I left college in 2011, but my education has gotten stronger than ever since then. For a while after I dropped out, I looked for other schools to enroll in, but the idea of going back to college didn’t appeal to me. Along with some personal CARAZY things that ensued at my school on a personal level, desks and papers didn’t suit me. I didn’t hold to the idea that learning was somehow something separate from doing. You had to learn how to write before you could write. Learn how to act before you could act. Besides, soon into my post-non-graduate months, I got my first taste of real travel and knew that I wanted it to be a consistent part of my life.
So, I searched for other options and figured it out. Homeschooling for Adults. Be your own professor. The Internets.
I found, first of all, an amazing resource called the library and they had all kinds of books on how to educate yourself, including one awesome one called DIY U by Anya Kamenetz. Lady’s a genius. She spells out how and why to go about making your own curriculum, along with tools and resources, so that lazy people like me don’t have to include all those links. We can just tell you to pick up her book. Along with the books on self-education, the library is likely to have a book on whatever you want to learn, be that tae-kwon-do or physics. Library is your number one resource. Besides they usually have wifi and they’re quieter than coffee shops. Libraries. Making a come back.

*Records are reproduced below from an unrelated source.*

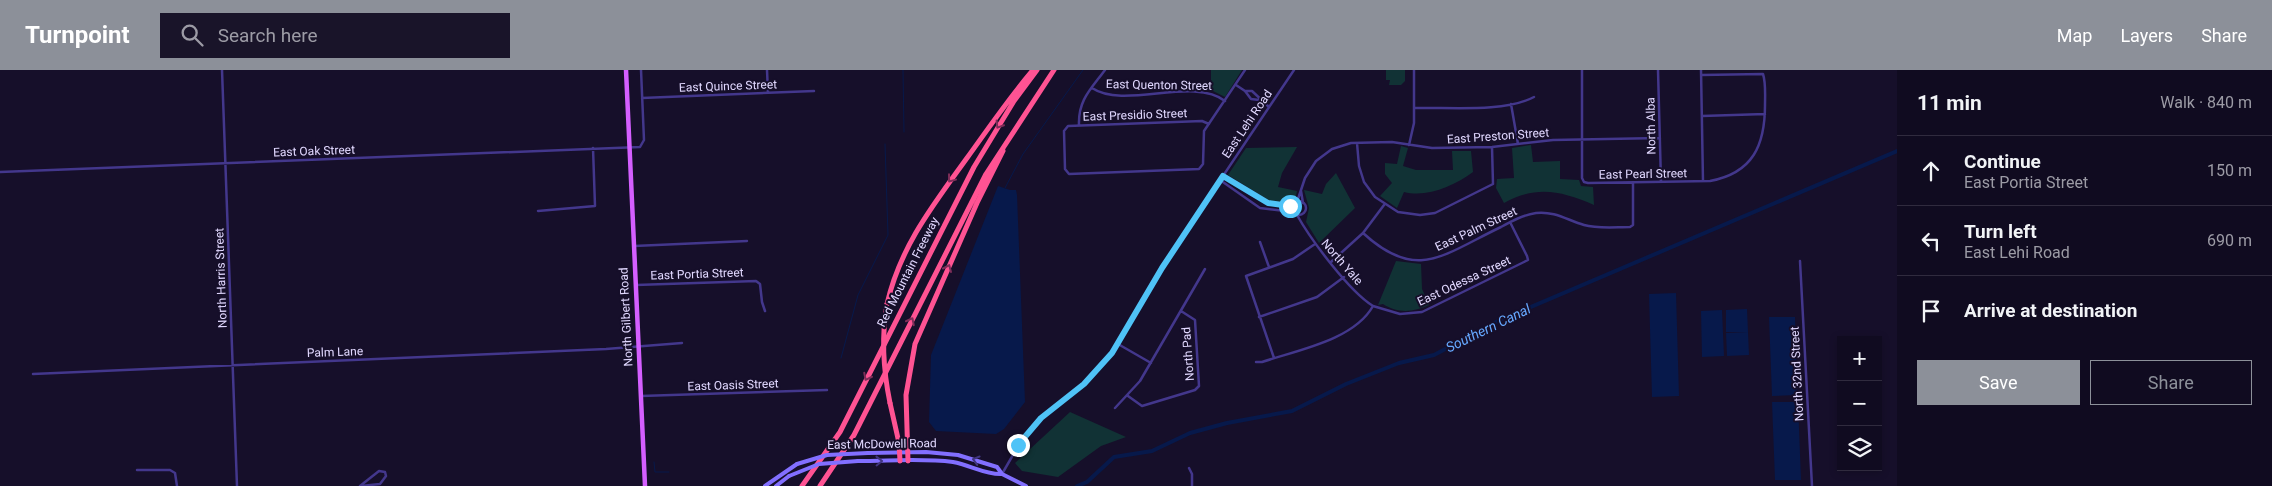 <!DOCTYPE html>
<html lang="en">
<head>
<meta charset="utf-8">
<style>
  :root { --surface:#100b20; --page:#191429; --text:#f1f3f6; --muted:#9c9ba5; --line:#302b3e; --accent:#8c9099 }
  body { margin:0; font-family:Roboto,sans-serif; background:var(--page); color:var(--text) }
  .controls { position:absolute; right:15px; bottom:15px; display:grid; overflow:hidden; border-radius:0px; box-shadow:0 2px 8px #0003 }
  .controls button { width:45px; height:45px; display:grid; place-items:center; padding:0; border:0; border-bottom:1px solid var(--line); background:var(--surface); color:var(--text); font:25px sans-serif }
  .stop { position:absolute; width:15px; height:15px; margin:-11px; border:4px solid #4fc3f7; border-radius:50%; background:#fff }
  .stop.end { background:#4fc3f7; border-color:#fff; box-shadow:0 1px 5px #0008 }
  .list { margin:0; padding:0; list-style:none }
  h2 { display:flex; justify-content:space-between; align-items:center; height:65px; margin:0; padding:0 20px; font-size:21px }
  h2 small { font-size:16px; font-weight:400; color:var(--muted) }
  .list li { display:grid; grid-template-columns:32px 1fr auto; gap:15px; align-items:center; box-sizing:border-box; height:70px; padding:0 20px; border-top:1px solid var(--line) }
  .list b { display:block; font-size:19px; white-space:nowrap }
  .list p { margin:0; font-size:16px; white-space:nowrap; color:var(--muted) }
  .list em { font-size:16px; font-style:normal; color:var(--muted) }
  .actions { display:flex; gap:10px; padding:15px 20px }
  .actions a { flex:1; padding:11px 0; border:1px solid var(--accent); border-radius:0px; text-align:center; font-size:18px; color:var(--accent) }
  .actions .main { background:var(--accent); color:#fff }
  .icon { flex:none; width:28px; height:28px; fill:none; stroke:currentColor; stroke-width:2; stroke-linecap:round; stroke-linejoin:round }
  .map { position:relative; flex:none; width:1897px; height:416px; overflow:hidden }
  header { display:flex; align-items:center; gap:30px; box-sizing:border-box; height:70px; padding:0 25px; background:var(--accent); color:#fff }
  header strong { font-size:24px }
  nav { display:flex; gap:28px; margin-inline-start:auto; font-size:18px }
  .search { width:350px; height:45px; background:var(--page); display:flex; align-items:center; gap:12px; box-sizing:border-box; padding:0 18px; border-radius:0px; color:var(--muted); font-size:19px }
  main { display:flex }
  aside { flex:1; background:var(--surface) }
  .map>svg:first-child { display:block }
</style>
</head>
<body>
<header>
<strong>Turnpoint</strong>
<div class="search"><svg class="icon" aria-label="search" viewBox="0 0 24 24"><circle cx="10" cy="10" r="6"/><path d="M15 15l6 6"/></svg>Search here</div>
<nav><a>Map</a><a>Layers</a><a>Share</a></nav>
</header>
<main>
<div class="map">
<svg width="1897" height="416" viewBox="0 0 1897 416">
  <rect width="100%" height="100%" fill="#160f2a"/>
  <path fill="#113235" d="M1211,0H1242L1225,27L1211,20Z
    M1386,0H1405V11L1401,15H1389L1390,10H1386Z
    M1531,75L1533,92L1560,91V109L1579,110L1581,116L1593,117L1594,135C1561,121 1537,115 1504,133L1496,118L1497,109L1514,108L1512,78Z
    M1401,76L1408,78L1403,96L1416,100H1453L1452,81H1471L1473,102C1454,116 1427,128 1404,122L1397,138L1380,126L1392,113L1385,104V93L1397,94Z
    M1297,77L1282,103L1278,117L1297,121L1295,130L1291,133L1270,131L1228,105L1246,78Z
    M1336,103L1355,138L1319,173L1306,152L1309,138L1304,120L1322,124L1326,114Z
    M1396,191L1421,194L1422,219L1429,235C1414,242 1398,244 1383,234L1378,235Z
    M1070,342L1126,367L1101,376L1058,407L1022,401L1015,393Z"/>
  <path fill="#07194b" d="M998,116L1010,120H1016L1017,125L1025,332L1004,359L996,364L936,361L929,352L931,285Z
    M1676,223L1679,326L1652,327L1649,224Z
    M1747,239L1748,262H1726V240Z
    M1722,240L1724,286L1702,287L1701,241Z
    M1769,247H1795L1797,325L1772,326Z
    M1748,262L1749,285L1727,286L1726,263Z
    M1772,332H1798L1801,410H1775Z"/>
  <g fill="none" stroke-linecap="round" stroke-linejoin="round">
    <path stroke="#07194b" stroke-width="1" d="M903,0L904,62
      M1005,118L1023,84L1083,0
      M841,288L858,225L888,165L885,74
      M654,392L655,402H669"/>
    <path stroke="#07194b" stroke-width="4" d="M1077,416L1087,412L1114,387L1152,381L1190,363L1227,353L1292,341L1346,314L1399,293L1434,285L1498,251L1897,81"/>
    <path stroke="#43378c" stroke-width="2.5" d="M222,0L237,416
      M767,0L768,23
      M1582,0V108L1584,112L1588,113L1710,111C1753,103 1765,75 1765,35C1765,26 1766,13 1763,4L1701,5
      M1658,0L1661,112
      M1701,0L1703,111
      M1236,15L1245,21H1252L1269,37
      M1092,18C1125,40 1193,6 1225,31
      M1245,21L1251,29L1259,30
      M642,28L814,21
      M1511,34L1518,74
      M1414,38C1448,37 1504,43 1534,27
      M1702,46L1765,44
      M1209,54L1202,51L1068,56L1064,61L1065,99L1069,104L1199,99L1203,94L1204,61L1245,0
      M1079,55C1078,30 1091,19 1105,0
      M1357,73L1359,96L1364,112L1375,127L1398,142L1420,145L1435,143L1493,114L1492,77
      M1409,75L1414,53V0
      M0,102L640,77L644,70L641,0
      M1223,105C1243,119 1267,140 1293,135
      M1220,110L1260,138L1294,142
      M1301,121L1303,133
      M1292 138a7 7 0 1 1 14 0a7 7 0 1 1-14 0Z
      M1297,132L1305,108L1316,91L1332,79L1351,73L1392,72L1432,78L1492,77L1553,70L1660,68
      M538,141L595,136L593,78
      M1297,145C1311,170 1349,221 1373,236
      M1363,163C1417,213 1444,184 1501,157C1512,151 1523,145 1536,143C1555,141 1567,150 1584,155C1598,159 1615,157 1630,157L1633,155V113
      M1260,172L1269,197
      M634,176L747,171
      M1800,191L1812,416
      M1331,192L1363,163L1384,135
      M636,215L756,211L760,214L762,232L765,241
      M1259,247L1317,227L1344,207
      M1118,274L1151,293
      M1274,288L1246,206L1293,189L1315,174
      M1256,292H1262C1298,280 1354,270 1373,236L1400,244L1422,242L1524,192L1528,190L1527,186L1510,152
      M33,304L606,279L682,273
      M641,326L827,320
      M1128,326L1142,336L1195,320L1199,316L1195,250L1181,241
      M1115,338L1140,311L1205,199
      M1189,398L1192,404V416
      M137,400H170L175,403L177,416
      M1002,404L1024,366L1051,339L1084,314L1112,283L1162,197L1294,0
      M360,416L379,401L385,402L386,406L380,414L361,416"/>
    <path stroke="#826fff" stroke-width="4" d="M868,383L926,382L958,385L997,397L1002,404L1026,416
      M858,391C890,391 922,388 953,392C970,395 986,405 1002,404
      M765,416L797,394
      M776,416L789,406"/>
    <path stroke="#d45fff" stroke-width="4.5" d="M626,0L645,416"/>
    <path stroke="#ff5393" stroke-width="5" d="M887,234C900,177 933,135 967,88C988,59 1009,28 1033,0
      M890,333L899,373L900,391
      M908,391L906,325L915,274L977,133L1003,81
      M802,416L840,362L974,97L1014,31L1037,0
      M820,416L854,365L986,104L1054,0"/>
    <path stroke="#826fff" stroke-width="4" d="M797,394L827,385L868,383
      M789,406L819,394L858,391"/>
    <path stroke="#ff5393" stroke-width="5" d="M887,234C881,268 883,299 890,333"/>
  </g>
  <defs><path id="oneway-chevron" d="M-2-3.5L2.5 0L-2 3.5" fill="none" stroke-width="1.6" stroke-linecap="round" stroke-linejoin="round" transform="scale(1.25)"/></defs>
  <g stroke="#7f2e59">
    <use href="#oneway-chevron" transform="translate(999 55) rotate(122)"/>
    <use href="#oneway-chevron" transform="translate(951 109) rotate(127)"/>
    <use href="#oneway-chevron" transform="translate(948 198) rotate(-66)"/>
    <use href="#oneway-chevron" transform="translate(911 251) rotate(-63)"/>
    <use href="#oneway-chevron" transform="translate(867 307) rotate(117)"/>
  </g>
  <g stroke="#41357f">
    <use href="#oneway-chevron" transform="translate(976 390) rotate(-164)"/>
    <use href="#oneway-chevron" transform="translate(879 391) rotate(-1)"/>
  </g>
  <g fill="none" stroke-linecap="round" stroke-linejoin="round">
    <path stroke="#4fc3f7" stroke-width="6" d="M1018,375L1041,348L1084,314L1112,283L1162,198L1223,106L1268,133L1290,136"/>
  </g>
  <g text-anchor="middle" stroke-width="4" stroke-linejoin="round" paint-order="stroke">
    <g font-size="12" fill="#e1d8ff" stroke="#160f2a">
      <text transform="translate(1159 15) rotate(1)" y="4">East Quenton Street</text>
      <text transform="translate(728 16) rotate(-2)" y="4">East Quince Street</text>
      <text transform="translate(1135 45) rotate(-2)" y="4">East Presidio Street</text>
      <text transform="translate(1247 54) rotate(-56)" y="4">East Lehi Road</text>
      <text transform="translate(1651 56) rotate(-91)" y="4">North Alba</text>
      <text transform="translate(1498 66) rotate(-4)" y="4">East Preston Street</text>
      <text transform="translate(314 81) rotate(-2)" y="4">East Oak Street</text>
      <text transform="translate(1643 104) rotate(-1)" y="4">East Pearl Street</text>
      <text transform="translate(1476 159) rotate(-25)" y="4">East Palm Street</text>
      <text transform="translate(1342 192) rotate(49)" y="4">North Yale</text>
      <text transform="translate(908 202) rotate(-63)" y="4">Red Mountain Freeway</text>
      <text transform="translate(697 204) rotate(-2)" y="4">East Portia Street</text>
      <text transform="translate(221 208) rotate(-92)" y="4">North Harris Street</text>
      <text transform="translate(1464 211) rotate(-25)" y="4">East Odessa Street</text>
      <text transform="translate(626 247) rotate(-93)" y="4">North Gilbert Road</text>
      <text transform="translate(335 282) rotate(-2)" y="4">Palm Lane</text>
      <text transform="translate(1188 284) rotate(-94)" y="4">North Pad</text>
      <text transform="translate(1797 304) rotate(-93)" y="4">North 32nd Street</text>
      <text transform="translate(733 315) rotate(-2)" y="4">East Oasis Street</text>
      <text transform="translate(882 374) rotate(-1)" y="4">East McDowell Road</text>
    </g>
    <g font-size="14" font-style="italic" fill="#66a8ff" stroke="#160f2a">
      <text transform="translate(1488 258) rotate(-26)" y="5">Southern Canal</text>
    </g>
  </g>
</svg>
<div class="controls">
<button>+</button>
<button>−</button>
<button><svg class="icon" aria-label="layers" viewBox="0 0 24 24"><path d="M12 4l9 5-9 5-9-5zM3 14l9 5 9-5"/></svg></button>
</div>
<div class="stop" style="left:1290px;top:136px"></div>
<div class="stop end" style="left:1018px;top:375px"></div>
</div>
<aside>
<h2>11 min<small>Walk · 840 m</small></h2>
<ul class="list">
<li><svg class="icon" aria-label="ahead" viewBox="0 0 24 24"><path d="M12 20V5M6 11l6-6 6 6"/></svg><div><b>Continue</b><p>East Portia Street</p></div><em>150 m</em></li>
<li><svg class="icon" aria-label="left" viewBox="0 0 24 24"><path d="M17 20v-9H6M10 6l-5 5 5 5"/></svg><div><b>Turn left</b><p>East Lehi Road</p></div><em>690 m</em></li>
<li><svg class="icon" aria-label="arrive" viewBox="0 0 24 24"><path d="M6 21V4h12l-3 4 3 4H6"/></svg><div><b>Arrive at destination</b></div></li>
</ul>
<div class="actions"><a class="main">Save</a><a>Share</a></div>
</aside>
</main>
</body>
</html>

But, if you’re allergic to books, or you’re simply a kinetic or audio driven learner, do we have some classes for you! Best resource online, hands down, is Lynda.com. This is a paid service, but it’s worth the dough. In depth classes taught by people in the industry on almost anything you would want to learn. Lynda is, pardon my french Lyn, the shit. Lynda rules the internet learning system with grace and dignity.
Broke as fuck? Forget Lynda then. Youtube comes in a close second. If you can wade through the cat videos and major distractions, and the uneducated mumbling non-experts, you will find everything you ever need on youtube. Often when you find a good one, they’ll be a lot more interesting than the tutorials you pay for (sorry Lynda). Take for instance, I’ve been teaching myself animation. Lynda is stocked full of these videos, but they are often a bit slow paced for me. I go to Lynda for the details, but when I want to play with something quickly and I need a basis, I go to youtube.
If you’re an animator and want a few good tutorials, there are plenty, but my favorites are from Ross Plaskow. Be aware, there’s some strong ass language in his videos.
That was an aside. What I’m saying is, if you want to learn something, you can go back to school and pay tens of thousands of dollars. Don’t get me wrong, it has it’s benefits. You build your network, you get free supplies and resources, you get automatic mentors. But, with a little work and a lot less debt, you can find those things on your own. If you want to take a different route all you need is two things, and they’re both free. The library and the internet. Here are some tips to make the process stick.
Make a plan:
Teachers have lesson plans for a reason. It will be much easier to stick to your goal if you know a) what you want to learn and b) when you want to learn it. Set yourself some goals and stick with it.
That being said, this is your education. If you find yourself leaning more in another area, explore it. Have fun! Just keep your goals in mind.
Try to pull your education from different sources. Scour for websites, online workshops, in person workshops, meet-ups, friends who know what they’re doing. I learned photoshop in one day from a friend of mine who’s a photographer (Thanks Leah). The impact that it’s had on my work has been phenomenal. I’d tried for months to understand it using videos, but the concepts just didn’t click. Spread out. The world is your classroom.
This path is hard work, and it is unappreciated hard work until it pays off for you. Just know that you could be paying to drink at college, or you could be working hard at home, and most people will still respect you more for the degree. It will be harder to get a normal job. A lot of jobs, even in creative industries, require you to have a degree. Think hard about your decision.
If you do decide to self educate, remember that your teacher is the shit, and the workload is only what you want it to be. Welcome to Awesome University, Graduating Class of You!